Properties and applications 
The DuPont evaluations of the 1950s era indicated that polyamide-1,6 was less acid stable than nylon 66, and melts over 300–325 °C, with some decomposition.  However, films were reported to have been successfully pressed at 275–290 °C.  Molecular weight determined to be ~22,000–34,000 via an osmotic pressure method.
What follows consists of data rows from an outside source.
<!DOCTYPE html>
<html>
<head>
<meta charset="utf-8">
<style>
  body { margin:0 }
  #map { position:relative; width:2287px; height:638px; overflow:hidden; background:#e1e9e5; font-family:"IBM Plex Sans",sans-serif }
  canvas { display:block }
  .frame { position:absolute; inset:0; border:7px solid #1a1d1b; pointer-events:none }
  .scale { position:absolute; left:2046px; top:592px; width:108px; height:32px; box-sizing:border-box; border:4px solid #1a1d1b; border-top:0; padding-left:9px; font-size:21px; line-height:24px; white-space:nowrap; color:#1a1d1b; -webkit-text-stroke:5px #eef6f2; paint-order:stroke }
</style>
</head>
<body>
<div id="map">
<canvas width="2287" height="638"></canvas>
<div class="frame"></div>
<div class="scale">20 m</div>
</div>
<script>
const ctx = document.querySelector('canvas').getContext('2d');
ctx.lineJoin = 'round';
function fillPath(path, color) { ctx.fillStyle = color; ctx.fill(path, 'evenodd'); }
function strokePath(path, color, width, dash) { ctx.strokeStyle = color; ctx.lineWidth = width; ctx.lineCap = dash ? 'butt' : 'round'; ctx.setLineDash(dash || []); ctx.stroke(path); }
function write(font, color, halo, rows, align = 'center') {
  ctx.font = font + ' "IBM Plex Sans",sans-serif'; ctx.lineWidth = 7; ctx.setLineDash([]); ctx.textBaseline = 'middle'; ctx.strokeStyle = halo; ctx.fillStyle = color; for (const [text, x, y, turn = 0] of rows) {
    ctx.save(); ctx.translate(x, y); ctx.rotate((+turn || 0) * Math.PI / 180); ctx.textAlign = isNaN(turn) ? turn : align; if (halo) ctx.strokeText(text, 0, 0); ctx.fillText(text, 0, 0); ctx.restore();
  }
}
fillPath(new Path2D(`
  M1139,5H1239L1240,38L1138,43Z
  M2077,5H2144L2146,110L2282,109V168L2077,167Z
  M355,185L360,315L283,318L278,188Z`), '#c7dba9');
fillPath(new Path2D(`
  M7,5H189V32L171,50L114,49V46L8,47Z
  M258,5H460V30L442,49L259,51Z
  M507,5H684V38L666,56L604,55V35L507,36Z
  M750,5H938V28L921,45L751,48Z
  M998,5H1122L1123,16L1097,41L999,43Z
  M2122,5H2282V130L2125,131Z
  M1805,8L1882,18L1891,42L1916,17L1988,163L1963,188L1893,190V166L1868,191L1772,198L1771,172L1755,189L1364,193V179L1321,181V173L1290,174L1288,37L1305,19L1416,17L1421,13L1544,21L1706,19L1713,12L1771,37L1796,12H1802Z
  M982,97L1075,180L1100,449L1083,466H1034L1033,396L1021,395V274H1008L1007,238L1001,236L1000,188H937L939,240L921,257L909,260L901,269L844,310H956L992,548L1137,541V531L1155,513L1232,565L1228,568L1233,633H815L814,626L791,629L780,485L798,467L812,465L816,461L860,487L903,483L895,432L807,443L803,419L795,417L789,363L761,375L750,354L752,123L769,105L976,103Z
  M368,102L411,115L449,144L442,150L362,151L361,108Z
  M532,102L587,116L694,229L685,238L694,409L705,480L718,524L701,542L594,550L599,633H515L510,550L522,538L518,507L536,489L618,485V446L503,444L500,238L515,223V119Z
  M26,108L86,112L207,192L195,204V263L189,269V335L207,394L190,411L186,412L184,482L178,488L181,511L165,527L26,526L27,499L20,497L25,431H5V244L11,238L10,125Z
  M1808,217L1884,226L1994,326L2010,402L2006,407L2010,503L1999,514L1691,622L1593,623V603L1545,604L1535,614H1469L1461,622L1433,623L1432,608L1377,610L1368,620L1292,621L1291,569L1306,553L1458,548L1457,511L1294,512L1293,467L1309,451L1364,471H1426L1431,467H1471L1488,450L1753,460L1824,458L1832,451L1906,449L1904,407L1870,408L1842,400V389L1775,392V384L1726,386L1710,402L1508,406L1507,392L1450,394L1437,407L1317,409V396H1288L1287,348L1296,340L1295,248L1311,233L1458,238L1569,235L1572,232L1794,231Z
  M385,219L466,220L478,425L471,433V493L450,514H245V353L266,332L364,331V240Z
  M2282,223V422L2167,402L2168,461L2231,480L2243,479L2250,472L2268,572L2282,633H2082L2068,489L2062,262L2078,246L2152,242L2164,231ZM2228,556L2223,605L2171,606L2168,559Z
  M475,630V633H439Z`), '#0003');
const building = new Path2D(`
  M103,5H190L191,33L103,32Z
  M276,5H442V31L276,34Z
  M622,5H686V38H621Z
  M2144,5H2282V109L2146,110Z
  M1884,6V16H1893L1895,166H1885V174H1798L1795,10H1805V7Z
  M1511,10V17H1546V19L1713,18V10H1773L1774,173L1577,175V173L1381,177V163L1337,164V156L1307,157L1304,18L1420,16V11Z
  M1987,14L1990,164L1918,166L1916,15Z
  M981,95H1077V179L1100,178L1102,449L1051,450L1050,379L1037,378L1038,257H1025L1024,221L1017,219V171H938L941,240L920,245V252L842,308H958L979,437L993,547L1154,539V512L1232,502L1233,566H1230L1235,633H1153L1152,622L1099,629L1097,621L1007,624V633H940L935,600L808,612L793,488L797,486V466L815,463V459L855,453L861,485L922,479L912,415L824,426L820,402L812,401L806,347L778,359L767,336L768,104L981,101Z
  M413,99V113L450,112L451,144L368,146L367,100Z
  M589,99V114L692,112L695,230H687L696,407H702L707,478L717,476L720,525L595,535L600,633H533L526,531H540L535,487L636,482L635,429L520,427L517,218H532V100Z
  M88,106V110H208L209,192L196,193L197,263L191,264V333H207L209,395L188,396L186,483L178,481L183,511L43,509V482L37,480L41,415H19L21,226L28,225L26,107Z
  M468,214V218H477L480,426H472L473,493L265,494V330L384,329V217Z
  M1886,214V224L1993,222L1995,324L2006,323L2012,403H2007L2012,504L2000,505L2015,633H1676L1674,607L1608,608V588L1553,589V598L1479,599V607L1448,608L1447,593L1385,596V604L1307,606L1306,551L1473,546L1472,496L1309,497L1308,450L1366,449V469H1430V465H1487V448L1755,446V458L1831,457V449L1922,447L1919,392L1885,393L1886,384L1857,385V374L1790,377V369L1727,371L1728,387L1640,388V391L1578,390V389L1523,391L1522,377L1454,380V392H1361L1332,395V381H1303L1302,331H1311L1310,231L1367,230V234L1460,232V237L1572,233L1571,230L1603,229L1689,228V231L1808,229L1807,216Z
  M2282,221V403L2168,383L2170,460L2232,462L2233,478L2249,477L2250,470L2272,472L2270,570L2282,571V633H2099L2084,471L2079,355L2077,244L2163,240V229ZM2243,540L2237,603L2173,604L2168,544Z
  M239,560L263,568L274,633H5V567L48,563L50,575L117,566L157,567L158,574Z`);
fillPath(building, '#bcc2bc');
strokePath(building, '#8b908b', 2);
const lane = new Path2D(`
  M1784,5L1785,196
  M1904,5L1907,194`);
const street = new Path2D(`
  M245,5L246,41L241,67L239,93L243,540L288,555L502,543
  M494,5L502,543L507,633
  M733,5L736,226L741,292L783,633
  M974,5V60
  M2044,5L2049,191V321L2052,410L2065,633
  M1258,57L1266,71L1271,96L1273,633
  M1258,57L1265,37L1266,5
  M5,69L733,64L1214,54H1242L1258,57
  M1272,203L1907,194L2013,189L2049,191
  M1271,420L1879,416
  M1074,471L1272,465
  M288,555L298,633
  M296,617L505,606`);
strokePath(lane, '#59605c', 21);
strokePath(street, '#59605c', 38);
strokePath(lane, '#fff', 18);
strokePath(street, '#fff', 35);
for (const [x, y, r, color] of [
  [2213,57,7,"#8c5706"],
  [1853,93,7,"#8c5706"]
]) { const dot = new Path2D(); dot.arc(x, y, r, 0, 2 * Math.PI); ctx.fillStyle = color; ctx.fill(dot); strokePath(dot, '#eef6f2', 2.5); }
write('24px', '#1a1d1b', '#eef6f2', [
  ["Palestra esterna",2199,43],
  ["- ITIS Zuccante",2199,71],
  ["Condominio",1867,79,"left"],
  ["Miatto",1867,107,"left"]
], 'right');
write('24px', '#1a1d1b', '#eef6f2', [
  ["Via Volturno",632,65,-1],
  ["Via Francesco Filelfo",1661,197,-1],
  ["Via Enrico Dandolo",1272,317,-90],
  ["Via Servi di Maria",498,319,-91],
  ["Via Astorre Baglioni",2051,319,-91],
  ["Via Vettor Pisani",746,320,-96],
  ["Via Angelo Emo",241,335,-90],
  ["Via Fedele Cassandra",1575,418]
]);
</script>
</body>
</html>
The polymer was believed to be significantly branched and cross-linked owing to side reactions occurring during the acid catalyzed polymerization, but this was not conclusively established.

Similar to other formaldehyde-based thermoset resins, thermal behavior of the polymer is a function of the CH2O/ADN ratio employed in the synthesis.  

Melting point was found to increase with increasing synthesis CH2O/ADN ratio, along with apparent increase in cross-linking, and reduction in crystallinity.  Additionally, spectral features of 1H-NMR of nylon 1,6 samples were found to trend with CH2O/ADN synthesis ratio as well.  Collectively, these properties parallel those of other formaldehyde-based thermoset resins, and it is interesting that nylon 1,6 is a rare example of a polyamide thermoset resin rather than a thermoplastic material.

Nylon 1,6 has been reported to exhibit a high moisture absorbance owing to the significant density of amide residues in the polymer, >130% of its weight (compare to ~2–2.5% for nylon 66 and nylon 6).